- **INSTRUCTIONS TO FOLLOW**
This exercise calls for copying every line below that holds the word "heat".

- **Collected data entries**

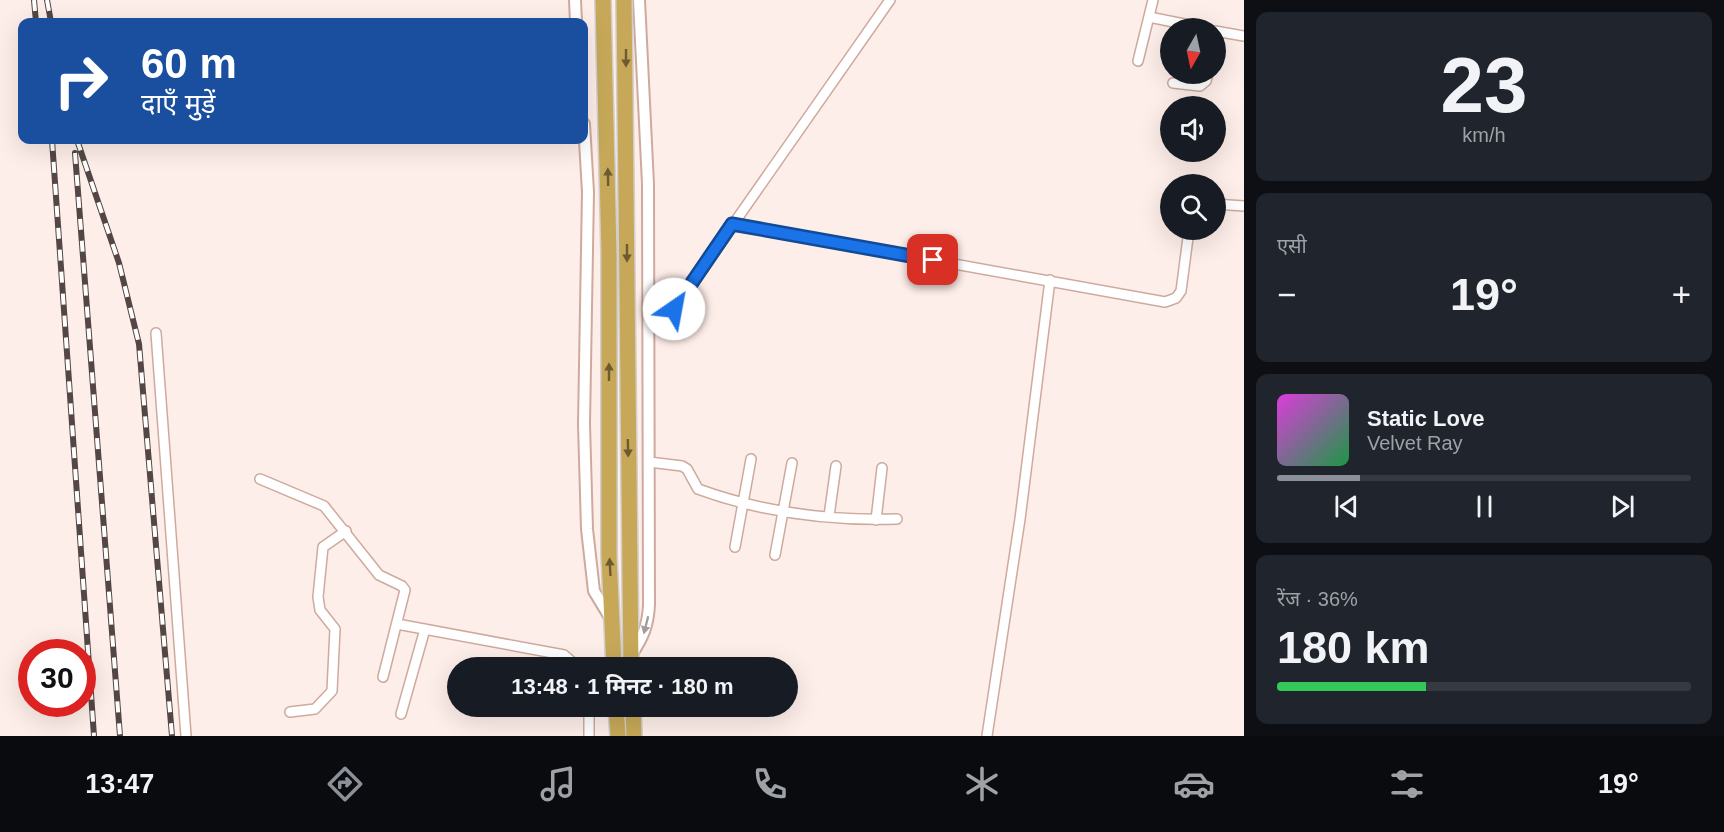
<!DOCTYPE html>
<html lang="hi">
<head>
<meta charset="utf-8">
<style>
  body { margin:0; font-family:Arial,"Noto Sans Devanagari",sans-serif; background:#20242c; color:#f1f3f6; height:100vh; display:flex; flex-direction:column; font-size:22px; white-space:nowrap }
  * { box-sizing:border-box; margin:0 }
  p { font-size:20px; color:#9ea1a6 }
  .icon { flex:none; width:33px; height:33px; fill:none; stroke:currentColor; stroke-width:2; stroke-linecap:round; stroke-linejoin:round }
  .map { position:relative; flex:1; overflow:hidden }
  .panel { display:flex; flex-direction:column; gap:12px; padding:12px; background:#0d0f14; width:480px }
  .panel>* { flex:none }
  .hud { position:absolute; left:18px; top:18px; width:570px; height:126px; border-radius:12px; box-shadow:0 6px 24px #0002; background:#1a4fa0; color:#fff; overflow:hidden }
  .needle { width:39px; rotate:189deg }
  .buttons { position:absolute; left:1160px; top:18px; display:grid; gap:12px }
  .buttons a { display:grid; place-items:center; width:66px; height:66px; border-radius:50%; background:#171b24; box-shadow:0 6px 24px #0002; font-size:30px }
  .speed { position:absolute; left:18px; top:639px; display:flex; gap:12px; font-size:30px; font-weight:700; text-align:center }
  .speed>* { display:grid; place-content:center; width:78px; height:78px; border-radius:50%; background:#171b24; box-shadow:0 6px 24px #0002; line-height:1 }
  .speed .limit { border:9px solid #d22; background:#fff; color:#111 }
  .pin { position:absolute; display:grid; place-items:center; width:51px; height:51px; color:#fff; margin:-26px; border-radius:12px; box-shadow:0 3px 9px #0006 }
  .me { position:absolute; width:66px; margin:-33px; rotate:33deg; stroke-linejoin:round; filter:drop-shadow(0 0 4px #0008) }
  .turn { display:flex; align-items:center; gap:21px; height:126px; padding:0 24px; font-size:27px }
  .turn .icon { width:78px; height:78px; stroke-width:2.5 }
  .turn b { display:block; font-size:42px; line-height:51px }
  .big { font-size:45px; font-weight:700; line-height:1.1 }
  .panel .card { flex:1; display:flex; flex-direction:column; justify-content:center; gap:9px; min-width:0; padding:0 21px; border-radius:12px; background:#20242c }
  .panel .dial { align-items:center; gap:0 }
  .dial b { font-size:78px; line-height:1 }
  .song { display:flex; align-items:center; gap:18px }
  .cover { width:72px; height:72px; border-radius:9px; background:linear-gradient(135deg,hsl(300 70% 55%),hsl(140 70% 35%)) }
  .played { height:6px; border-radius:3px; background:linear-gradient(90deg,#8c9099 20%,#363941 20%) }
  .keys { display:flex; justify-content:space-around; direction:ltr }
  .heat { display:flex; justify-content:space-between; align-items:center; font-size:33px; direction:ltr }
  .charge { height:9px; border-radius:4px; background:linear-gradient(90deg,#34c759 36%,#363941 0) }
  .trip { position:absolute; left:447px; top:657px; width:351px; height:60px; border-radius:30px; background:#171b24; box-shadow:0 6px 24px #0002; font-weight:700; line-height:60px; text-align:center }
  .tab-bar { display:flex; height:96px; justify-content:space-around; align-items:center; background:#090b0e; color:#9ea1a6 }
  .tab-bar .icon { width:42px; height:42px }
  .tab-bar .on { color:#8c9099 }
  .tab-bar b { font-size:27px; color:#f1f3f6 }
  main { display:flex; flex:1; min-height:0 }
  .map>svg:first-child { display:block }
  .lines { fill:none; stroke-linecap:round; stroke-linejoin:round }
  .minor-casing { stroke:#ceaa9e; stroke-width:12 }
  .tertiary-casing { stroke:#ceaa9e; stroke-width:14 }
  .trunk-casing { stroke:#d1cecd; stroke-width:18 }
  .minor { stroke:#fff; stroke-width:9 }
  .tertiary { stroke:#fff; stroke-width:10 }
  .trunk { stroke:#c6a858; stroke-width:15 }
  .rail-casing { stroke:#544743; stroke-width:6 }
  .rail { stroke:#fff; stroke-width:4; stroke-dasharray:11; stroke-linecap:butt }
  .oneway { fill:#6e5a30 }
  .oneway2 { fill:#a29d9c }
  .route-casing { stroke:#114b97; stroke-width:15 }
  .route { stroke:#1a73e8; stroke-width:10 }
</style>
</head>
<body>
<main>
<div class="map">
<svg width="1244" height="736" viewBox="0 0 1244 736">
  <rect width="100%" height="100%" fill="#feeee9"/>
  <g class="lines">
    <defs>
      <path id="minor" d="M1149 17 1204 28
        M1215 31 1244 36
        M1215 48 1219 32
        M1138 61 1153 0
        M1173 83 1200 86 1206 81 1208 74
        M1215 204 1244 206
        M732 224 1165 302 1176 298 1181 291 1189 230
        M649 322 665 316 674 309 890 0
        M156 333 186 736
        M649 462 682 466 687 469 698 489C761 512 831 521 897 519
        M260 479 324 506 379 575 402 586 405 590 383 677
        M829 516 836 466
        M876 520 882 468
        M735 547 751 459
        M775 555 792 463
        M397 624 564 655 579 668
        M589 706V736
        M290 712 315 709 332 691 335 629 320 610 318 597 323 547 346 531
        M401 714 425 629
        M987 736 1020 519 1050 280"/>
      <path id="tertiary" d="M575 0 576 22
        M584 124 588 192 584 424 587 529 594 591 611 619
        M631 655C643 638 648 625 649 605L648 184 639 0"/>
      <path id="trunk" d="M603 0 609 254V556L614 668
        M624 0 631 668
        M616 706 618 736
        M633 706 634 736"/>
    </defs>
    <use href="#minor" class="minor-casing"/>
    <use href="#tertiary" class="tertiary-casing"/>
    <use href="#trunk" class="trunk-casing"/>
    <use href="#minor" class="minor"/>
    <use href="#tertiary" class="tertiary"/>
    <use href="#trunk" class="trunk"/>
    <defs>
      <path id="rail" d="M34 0 36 22
        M47 0 51 22
        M52 140 94 736
        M77 140 119 263 139 344 172 736
        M75 153 120 736"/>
    </defs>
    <use href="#rail" class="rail-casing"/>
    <use href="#rail" class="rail"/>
  </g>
  <defs><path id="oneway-solid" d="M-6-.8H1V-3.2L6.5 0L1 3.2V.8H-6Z" transform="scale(1.5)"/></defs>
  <g class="oneway">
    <use href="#oneway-solid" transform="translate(626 58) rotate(90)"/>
    <use href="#oneway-solid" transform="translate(608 177) rotate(-91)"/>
    <use href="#oneway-solid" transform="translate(627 253) rotate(90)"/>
    <use href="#oneway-solid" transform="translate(609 372) rotate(-90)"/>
    <use href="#oneway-solid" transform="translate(628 448) rotate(89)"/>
    <use href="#oneway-solid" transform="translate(610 567) rotate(-93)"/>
  </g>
  <use class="oneway2" href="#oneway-solid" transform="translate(646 625) rotate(104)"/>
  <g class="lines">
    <defs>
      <path id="route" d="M674 309 732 224 933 260"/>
    </defs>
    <use href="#route" class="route-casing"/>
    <use href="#route" class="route"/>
  </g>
</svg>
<div class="buttons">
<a><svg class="needle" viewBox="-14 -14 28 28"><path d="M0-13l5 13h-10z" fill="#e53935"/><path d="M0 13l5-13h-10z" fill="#9ea1a6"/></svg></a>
<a><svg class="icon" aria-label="sound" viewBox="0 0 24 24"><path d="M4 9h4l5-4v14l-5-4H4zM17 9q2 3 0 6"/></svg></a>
<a><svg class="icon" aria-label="search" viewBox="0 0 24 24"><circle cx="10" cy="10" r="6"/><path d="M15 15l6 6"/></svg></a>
</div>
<div class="speed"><div class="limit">30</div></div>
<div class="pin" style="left:933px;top:260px;background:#d93025"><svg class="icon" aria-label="arrive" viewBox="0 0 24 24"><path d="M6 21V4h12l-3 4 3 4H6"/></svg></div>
<svg class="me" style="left:674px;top:309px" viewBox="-20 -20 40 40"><circle r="19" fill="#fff"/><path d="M0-13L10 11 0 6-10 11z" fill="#1a73e8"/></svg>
<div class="trip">13:48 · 1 मिनट · 180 m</div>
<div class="hud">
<div class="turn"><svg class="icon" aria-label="right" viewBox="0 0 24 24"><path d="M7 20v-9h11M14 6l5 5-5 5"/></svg><div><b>60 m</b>दाएँ मुड़ें</div></div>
</div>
</div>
<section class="panel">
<div class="card dial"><b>23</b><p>km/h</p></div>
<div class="card"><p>एसी</p>
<div class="heat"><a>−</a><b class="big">19°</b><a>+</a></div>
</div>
<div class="card">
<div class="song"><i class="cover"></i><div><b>Static Love</b><p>Velvet Ray</p></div></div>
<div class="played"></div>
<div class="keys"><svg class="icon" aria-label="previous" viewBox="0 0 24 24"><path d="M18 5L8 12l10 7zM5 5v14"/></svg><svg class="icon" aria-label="pause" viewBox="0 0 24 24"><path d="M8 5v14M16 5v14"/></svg><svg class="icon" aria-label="next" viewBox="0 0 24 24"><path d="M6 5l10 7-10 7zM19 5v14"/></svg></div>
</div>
<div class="card"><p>रेंज · 36%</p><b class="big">180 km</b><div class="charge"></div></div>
</section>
</main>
<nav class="tab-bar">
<b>13:47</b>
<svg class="icon on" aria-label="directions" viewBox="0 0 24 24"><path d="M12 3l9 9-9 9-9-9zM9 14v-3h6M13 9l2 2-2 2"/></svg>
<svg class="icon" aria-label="music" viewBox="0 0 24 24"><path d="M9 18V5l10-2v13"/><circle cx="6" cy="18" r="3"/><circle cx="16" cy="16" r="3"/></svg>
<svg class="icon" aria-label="phone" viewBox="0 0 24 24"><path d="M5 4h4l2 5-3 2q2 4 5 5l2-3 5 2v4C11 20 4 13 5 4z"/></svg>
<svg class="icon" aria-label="climate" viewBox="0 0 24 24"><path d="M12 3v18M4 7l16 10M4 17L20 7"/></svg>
<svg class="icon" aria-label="car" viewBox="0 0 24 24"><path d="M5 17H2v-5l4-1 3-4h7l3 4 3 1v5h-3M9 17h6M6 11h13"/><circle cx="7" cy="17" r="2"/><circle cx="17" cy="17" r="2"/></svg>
<svg class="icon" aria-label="filters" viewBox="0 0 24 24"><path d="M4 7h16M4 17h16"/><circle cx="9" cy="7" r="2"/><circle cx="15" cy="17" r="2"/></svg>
<b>19°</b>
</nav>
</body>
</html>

- **EXPECTED OUTPUT**
  .heat { display:flex; justify-content:space-between; align-items:center; font-size:33px; direction:ltr }
<div class="heat"><a>−</a><b class="big">19°</b><a>+</a></div>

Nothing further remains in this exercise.